OT: I haven't figured it all out. Some say it will ruin our credibility - another corrupt politician. Others say it will improve it - we got him. Still other say there is a movement up to get rid of corrupt *Black* politicians so that the white ones can rake it all in again. I am slightly at sea as well...

Littlemilk said...

That really bothers me. In New York City politics run on this completely different parallel concerning money and management. It seems that we are voting in our mayoral elections for those with the best vision for the 5 disparaging boroughs and their ethnically divided component parts.

N.O. politics are really cut on some clear race lines – a tick for tack sort of game concerning pedigree and citizenry. And I really believe this hurricane has kicked up all that rhetoric concerning "blacks" managing themselves versus competency.
Blacks and Competency, Blacks and Competency go together like a horse and carriage in American politics.

Those that are designing the city do not want poor blacks to come back. There is a price out going on. I just wonder how the violence is going to play into equation. The true wild card.

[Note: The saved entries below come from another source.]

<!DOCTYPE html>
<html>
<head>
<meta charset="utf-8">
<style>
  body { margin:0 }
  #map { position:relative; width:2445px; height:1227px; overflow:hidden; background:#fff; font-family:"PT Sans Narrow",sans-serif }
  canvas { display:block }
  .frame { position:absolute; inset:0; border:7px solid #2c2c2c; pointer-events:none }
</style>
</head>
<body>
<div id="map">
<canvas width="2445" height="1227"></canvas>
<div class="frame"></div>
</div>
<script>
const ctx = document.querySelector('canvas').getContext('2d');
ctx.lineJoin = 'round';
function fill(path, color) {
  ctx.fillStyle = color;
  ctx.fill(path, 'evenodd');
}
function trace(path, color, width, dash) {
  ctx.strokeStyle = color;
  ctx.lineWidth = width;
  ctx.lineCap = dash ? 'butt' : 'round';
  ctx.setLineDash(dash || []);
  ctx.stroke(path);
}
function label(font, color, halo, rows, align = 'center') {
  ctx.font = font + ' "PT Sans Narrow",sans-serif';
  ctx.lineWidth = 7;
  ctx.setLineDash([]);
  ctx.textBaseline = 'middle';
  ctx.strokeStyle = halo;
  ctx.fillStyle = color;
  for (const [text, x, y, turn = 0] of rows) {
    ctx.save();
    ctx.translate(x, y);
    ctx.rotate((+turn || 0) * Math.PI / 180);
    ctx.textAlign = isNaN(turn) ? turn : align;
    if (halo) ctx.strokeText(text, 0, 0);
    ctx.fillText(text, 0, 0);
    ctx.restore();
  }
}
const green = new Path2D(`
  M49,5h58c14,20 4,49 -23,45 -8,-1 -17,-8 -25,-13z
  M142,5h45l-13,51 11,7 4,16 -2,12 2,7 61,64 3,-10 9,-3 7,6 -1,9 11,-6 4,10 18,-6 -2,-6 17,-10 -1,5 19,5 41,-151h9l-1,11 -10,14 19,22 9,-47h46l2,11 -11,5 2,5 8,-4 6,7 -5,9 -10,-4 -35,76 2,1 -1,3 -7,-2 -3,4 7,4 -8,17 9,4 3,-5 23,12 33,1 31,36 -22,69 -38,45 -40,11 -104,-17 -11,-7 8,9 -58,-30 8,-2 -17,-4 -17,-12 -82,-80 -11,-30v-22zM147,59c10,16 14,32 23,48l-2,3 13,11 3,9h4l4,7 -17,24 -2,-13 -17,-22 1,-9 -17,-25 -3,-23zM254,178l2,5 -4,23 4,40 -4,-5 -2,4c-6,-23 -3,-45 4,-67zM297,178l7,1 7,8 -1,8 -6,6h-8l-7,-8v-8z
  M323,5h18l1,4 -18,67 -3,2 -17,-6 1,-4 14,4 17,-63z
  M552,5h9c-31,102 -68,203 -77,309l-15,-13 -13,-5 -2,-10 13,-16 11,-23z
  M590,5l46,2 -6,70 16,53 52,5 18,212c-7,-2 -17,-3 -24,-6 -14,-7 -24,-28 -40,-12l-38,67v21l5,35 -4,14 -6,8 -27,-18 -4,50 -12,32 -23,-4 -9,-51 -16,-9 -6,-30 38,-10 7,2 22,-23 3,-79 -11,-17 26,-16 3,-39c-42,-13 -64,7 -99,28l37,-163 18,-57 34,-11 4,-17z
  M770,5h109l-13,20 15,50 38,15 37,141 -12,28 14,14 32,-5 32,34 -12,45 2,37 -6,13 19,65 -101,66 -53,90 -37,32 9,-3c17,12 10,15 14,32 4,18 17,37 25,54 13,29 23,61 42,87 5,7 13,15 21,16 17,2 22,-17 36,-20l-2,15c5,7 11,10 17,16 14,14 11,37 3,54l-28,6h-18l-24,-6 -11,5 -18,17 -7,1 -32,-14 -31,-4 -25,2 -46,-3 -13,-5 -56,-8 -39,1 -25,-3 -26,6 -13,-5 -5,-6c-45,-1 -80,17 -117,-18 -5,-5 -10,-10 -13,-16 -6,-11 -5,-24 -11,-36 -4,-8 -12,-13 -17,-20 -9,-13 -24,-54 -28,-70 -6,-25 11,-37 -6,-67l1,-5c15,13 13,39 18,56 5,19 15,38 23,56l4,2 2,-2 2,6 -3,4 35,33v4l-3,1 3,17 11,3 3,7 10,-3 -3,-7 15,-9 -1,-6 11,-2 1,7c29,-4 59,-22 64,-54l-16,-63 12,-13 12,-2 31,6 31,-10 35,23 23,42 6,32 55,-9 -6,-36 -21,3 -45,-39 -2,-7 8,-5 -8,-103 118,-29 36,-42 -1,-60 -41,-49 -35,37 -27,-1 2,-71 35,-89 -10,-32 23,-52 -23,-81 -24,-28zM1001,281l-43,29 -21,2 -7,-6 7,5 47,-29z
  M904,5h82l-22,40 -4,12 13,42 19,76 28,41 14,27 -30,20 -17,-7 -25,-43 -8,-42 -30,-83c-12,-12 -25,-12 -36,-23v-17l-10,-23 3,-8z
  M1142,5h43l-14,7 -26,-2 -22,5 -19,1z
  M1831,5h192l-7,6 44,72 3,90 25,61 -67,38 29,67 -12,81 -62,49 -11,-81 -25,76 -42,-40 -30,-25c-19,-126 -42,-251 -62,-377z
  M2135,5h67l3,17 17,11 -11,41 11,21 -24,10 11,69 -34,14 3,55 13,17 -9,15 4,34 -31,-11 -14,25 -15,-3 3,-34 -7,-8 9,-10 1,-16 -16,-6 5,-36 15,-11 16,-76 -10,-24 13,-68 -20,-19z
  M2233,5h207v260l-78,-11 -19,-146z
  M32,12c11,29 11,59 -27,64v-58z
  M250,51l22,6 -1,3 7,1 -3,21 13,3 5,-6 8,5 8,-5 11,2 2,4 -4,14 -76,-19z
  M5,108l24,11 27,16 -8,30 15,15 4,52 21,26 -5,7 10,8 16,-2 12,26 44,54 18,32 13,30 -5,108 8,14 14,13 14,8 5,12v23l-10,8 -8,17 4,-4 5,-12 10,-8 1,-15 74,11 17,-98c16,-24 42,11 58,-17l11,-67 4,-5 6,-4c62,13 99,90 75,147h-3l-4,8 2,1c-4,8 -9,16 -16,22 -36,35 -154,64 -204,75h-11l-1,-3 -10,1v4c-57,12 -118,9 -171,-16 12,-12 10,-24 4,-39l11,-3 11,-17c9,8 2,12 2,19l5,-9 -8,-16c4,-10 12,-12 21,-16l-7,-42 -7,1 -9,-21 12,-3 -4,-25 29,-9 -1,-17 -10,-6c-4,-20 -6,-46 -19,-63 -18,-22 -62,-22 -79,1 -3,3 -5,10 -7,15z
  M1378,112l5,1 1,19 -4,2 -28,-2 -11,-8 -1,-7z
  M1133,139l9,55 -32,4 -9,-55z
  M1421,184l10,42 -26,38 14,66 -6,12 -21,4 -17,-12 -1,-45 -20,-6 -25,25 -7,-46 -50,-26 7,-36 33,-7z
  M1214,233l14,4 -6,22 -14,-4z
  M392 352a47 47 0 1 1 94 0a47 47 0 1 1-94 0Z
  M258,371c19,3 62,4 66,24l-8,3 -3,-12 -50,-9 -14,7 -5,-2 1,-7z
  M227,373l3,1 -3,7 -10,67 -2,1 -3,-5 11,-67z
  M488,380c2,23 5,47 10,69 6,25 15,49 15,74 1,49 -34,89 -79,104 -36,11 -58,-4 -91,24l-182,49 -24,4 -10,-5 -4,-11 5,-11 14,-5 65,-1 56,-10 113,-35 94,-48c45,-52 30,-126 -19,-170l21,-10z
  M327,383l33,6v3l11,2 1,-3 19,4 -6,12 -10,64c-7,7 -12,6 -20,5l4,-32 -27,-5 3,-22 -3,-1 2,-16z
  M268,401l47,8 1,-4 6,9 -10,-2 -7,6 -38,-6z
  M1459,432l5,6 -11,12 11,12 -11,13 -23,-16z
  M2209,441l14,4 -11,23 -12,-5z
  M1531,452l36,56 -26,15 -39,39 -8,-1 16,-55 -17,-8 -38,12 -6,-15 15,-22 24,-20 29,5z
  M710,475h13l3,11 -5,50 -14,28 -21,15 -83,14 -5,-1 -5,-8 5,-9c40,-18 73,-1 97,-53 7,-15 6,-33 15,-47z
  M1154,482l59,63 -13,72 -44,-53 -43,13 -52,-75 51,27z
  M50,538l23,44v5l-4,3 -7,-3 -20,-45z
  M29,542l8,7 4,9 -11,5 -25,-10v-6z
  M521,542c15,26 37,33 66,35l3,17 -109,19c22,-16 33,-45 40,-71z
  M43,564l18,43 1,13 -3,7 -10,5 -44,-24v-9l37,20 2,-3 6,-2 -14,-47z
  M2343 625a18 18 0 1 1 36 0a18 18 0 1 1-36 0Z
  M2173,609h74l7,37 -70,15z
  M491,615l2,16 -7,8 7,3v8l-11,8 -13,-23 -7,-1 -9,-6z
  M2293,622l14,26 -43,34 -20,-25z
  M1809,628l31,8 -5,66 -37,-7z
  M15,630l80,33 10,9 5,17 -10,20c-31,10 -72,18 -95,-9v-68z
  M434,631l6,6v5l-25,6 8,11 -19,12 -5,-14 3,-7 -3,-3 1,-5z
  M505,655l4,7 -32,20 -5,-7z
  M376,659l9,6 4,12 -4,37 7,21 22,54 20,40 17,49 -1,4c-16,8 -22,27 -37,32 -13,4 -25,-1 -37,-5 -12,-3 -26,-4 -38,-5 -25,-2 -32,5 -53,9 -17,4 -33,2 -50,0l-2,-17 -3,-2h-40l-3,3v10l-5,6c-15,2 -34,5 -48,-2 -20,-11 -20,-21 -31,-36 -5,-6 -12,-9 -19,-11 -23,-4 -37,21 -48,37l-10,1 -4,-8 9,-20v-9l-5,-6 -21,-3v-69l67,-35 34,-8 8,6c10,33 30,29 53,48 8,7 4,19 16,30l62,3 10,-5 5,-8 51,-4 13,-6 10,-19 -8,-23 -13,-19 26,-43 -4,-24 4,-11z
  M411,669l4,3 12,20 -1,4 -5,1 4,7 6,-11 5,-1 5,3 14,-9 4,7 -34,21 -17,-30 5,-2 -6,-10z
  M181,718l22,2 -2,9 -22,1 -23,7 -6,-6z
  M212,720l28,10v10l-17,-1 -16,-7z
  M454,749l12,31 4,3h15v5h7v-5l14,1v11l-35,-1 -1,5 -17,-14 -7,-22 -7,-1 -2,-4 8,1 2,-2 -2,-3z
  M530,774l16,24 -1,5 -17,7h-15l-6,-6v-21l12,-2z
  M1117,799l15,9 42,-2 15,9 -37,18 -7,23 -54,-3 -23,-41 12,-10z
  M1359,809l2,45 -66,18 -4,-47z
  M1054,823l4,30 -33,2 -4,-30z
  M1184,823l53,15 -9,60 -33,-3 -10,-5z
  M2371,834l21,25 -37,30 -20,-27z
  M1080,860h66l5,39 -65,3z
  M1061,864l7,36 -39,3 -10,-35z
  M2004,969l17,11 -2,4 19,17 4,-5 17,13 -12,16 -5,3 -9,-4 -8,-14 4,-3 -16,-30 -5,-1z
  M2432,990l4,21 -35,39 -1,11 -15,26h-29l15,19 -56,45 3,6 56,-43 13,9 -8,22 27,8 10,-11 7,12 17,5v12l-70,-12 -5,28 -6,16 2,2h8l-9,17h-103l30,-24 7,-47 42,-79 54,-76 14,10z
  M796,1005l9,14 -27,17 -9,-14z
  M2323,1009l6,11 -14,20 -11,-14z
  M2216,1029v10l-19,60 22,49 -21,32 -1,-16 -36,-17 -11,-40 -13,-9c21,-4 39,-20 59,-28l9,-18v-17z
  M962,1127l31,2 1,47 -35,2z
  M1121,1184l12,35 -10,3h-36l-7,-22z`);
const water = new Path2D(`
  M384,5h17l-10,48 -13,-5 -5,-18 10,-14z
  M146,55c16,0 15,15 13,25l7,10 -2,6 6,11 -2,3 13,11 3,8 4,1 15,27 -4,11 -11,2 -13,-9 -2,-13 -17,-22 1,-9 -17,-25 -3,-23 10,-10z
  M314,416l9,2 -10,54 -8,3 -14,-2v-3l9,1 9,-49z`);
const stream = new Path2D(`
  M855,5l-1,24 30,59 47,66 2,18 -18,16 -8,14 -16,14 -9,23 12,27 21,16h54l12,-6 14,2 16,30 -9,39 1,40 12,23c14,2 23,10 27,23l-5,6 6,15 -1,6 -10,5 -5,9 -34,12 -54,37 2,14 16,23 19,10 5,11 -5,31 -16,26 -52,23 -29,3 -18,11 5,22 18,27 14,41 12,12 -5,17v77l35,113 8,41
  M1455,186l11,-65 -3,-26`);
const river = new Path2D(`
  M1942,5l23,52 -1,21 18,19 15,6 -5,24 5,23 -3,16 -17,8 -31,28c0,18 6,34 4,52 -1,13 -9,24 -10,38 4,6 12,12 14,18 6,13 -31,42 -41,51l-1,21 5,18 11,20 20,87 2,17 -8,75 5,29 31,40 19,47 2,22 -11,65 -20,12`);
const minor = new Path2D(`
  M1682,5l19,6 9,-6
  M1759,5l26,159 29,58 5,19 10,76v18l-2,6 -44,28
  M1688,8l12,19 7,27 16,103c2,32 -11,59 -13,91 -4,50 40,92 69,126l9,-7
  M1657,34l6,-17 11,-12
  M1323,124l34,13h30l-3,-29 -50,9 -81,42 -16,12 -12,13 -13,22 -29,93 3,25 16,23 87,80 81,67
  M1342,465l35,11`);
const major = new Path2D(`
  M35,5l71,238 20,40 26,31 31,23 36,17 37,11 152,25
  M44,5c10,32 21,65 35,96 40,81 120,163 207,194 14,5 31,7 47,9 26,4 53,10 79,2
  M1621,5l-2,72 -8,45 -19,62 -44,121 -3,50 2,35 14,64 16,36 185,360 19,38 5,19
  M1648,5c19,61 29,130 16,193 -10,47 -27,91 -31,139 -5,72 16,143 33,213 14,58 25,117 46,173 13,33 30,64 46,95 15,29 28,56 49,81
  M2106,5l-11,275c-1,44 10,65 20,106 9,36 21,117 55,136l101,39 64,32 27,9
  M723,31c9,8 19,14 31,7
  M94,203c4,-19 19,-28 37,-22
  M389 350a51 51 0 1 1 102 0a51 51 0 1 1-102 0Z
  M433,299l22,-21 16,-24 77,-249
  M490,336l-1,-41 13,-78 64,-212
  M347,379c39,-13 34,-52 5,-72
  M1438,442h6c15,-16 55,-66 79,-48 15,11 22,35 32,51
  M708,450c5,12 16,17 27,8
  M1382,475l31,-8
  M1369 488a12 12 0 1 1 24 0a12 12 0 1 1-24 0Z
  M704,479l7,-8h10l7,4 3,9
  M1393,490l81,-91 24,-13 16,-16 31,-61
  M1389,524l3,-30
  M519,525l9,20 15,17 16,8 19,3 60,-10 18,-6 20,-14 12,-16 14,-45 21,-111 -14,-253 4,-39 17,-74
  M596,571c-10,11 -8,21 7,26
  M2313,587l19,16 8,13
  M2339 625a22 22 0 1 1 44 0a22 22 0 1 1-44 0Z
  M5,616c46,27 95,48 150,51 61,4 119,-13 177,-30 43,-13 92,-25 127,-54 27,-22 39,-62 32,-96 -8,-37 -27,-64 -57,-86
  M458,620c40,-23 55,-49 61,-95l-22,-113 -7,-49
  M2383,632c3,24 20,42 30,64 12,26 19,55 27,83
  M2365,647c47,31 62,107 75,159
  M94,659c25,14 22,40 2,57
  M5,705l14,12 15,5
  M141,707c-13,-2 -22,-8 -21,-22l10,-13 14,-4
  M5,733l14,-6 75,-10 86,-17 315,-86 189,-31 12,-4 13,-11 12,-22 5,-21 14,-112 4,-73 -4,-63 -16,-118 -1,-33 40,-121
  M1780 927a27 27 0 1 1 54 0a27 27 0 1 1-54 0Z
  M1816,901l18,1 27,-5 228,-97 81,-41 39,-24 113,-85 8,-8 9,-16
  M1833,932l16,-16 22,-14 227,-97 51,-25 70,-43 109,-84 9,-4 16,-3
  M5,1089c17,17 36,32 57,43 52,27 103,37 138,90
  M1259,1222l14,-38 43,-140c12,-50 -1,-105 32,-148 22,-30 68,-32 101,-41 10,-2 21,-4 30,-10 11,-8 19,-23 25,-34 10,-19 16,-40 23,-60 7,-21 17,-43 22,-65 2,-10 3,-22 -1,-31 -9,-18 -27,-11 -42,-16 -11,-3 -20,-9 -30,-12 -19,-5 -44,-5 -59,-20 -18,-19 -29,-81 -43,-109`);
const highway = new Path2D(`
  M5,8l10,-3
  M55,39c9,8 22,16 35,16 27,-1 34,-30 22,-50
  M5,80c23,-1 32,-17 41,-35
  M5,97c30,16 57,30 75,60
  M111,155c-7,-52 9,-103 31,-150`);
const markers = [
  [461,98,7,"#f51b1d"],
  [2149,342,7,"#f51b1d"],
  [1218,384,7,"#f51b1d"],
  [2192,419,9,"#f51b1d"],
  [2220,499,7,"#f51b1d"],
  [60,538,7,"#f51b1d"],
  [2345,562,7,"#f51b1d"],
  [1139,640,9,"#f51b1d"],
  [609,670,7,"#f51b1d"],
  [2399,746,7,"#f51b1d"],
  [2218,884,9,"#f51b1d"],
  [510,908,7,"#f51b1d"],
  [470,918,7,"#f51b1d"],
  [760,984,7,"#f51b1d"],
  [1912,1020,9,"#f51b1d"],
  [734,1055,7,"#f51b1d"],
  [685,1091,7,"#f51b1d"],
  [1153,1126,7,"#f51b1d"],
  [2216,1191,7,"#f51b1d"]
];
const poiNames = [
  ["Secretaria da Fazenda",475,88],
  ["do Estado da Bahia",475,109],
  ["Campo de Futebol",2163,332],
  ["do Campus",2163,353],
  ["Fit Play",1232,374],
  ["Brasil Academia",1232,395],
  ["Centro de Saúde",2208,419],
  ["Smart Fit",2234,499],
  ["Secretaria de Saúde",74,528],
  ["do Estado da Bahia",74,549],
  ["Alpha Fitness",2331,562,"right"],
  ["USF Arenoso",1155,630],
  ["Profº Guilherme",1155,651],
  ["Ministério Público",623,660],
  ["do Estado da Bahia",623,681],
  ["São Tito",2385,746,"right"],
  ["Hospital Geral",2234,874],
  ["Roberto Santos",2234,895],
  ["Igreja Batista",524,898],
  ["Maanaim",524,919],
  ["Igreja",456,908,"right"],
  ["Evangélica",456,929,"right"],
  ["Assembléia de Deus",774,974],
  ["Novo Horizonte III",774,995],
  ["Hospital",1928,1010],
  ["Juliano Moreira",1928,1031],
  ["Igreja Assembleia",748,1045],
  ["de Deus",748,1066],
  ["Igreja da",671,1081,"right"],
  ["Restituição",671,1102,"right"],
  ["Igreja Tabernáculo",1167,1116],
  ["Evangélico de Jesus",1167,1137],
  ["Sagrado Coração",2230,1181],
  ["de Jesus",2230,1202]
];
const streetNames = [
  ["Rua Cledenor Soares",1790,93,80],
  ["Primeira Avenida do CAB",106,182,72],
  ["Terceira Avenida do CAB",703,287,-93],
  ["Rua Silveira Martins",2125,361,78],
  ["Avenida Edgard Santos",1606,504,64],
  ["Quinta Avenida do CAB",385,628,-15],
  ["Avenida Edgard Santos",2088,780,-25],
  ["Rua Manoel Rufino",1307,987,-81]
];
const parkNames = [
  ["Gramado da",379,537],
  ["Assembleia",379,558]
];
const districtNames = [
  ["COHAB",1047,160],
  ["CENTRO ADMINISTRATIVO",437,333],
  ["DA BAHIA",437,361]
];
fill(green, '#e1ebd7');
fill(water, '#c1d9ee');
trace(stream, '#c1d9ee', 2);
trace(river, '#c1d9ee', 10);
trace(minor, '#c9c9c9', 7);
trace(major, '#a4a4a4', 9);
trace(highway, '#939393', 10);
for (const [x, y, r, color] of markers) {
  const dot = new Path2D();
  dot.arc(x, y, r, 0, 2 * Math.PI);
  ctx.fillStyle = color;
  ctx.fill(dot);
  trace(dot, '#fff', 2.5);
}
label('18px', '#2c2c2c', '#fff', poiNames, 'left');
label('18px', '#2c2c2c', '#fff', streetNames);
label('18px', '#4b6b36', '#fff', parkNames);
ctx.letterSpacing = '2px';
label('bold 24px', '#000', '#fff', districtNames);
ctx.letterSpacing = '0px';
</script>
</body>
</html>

It is all very suspenseful from a far; I just wonder what it is like to live there. The whole medical care debacle scares me tremendously. The educational system seems to be comatose. And the Southern political machine that I witnessed in Tennessee seems so much stronger the further south you go. It is a not only a good ole boy sort of world, it is also one that judges all of its players by that yardstick. The lack of confidence people have in the governor and the mayor have been whispered to me by free flowing well liquored white boy Confederate lips more than once. No kissing was involved Cero. I promise.

Cero said...

"The whole medical care debacle scares me tremendously. The educational system seems to be comatose."

Yes, c'est un vrai mess. And they took total advantage of this to whiten the place. It is as though it had been planned. They want to demolish the old French Quarter Woolworth's - the one that had the sit-ins for integrated lunch counters - and put in a parking structure with condos on top. Put 18 holes of golf on the old St. Bernard housing project, it seems.
Etc. How the h*** do they think N.O. got to be N.O.? Not like that.

But: Lafcadio Hearn in the 19th century said things were so bad, the government was so inept, that if he explained it nobody would believe it. This in the 19th century U.S. which I have heard was very uncomfortable generally. !

It is *hard* to live there now but you can still feel the city - not dead.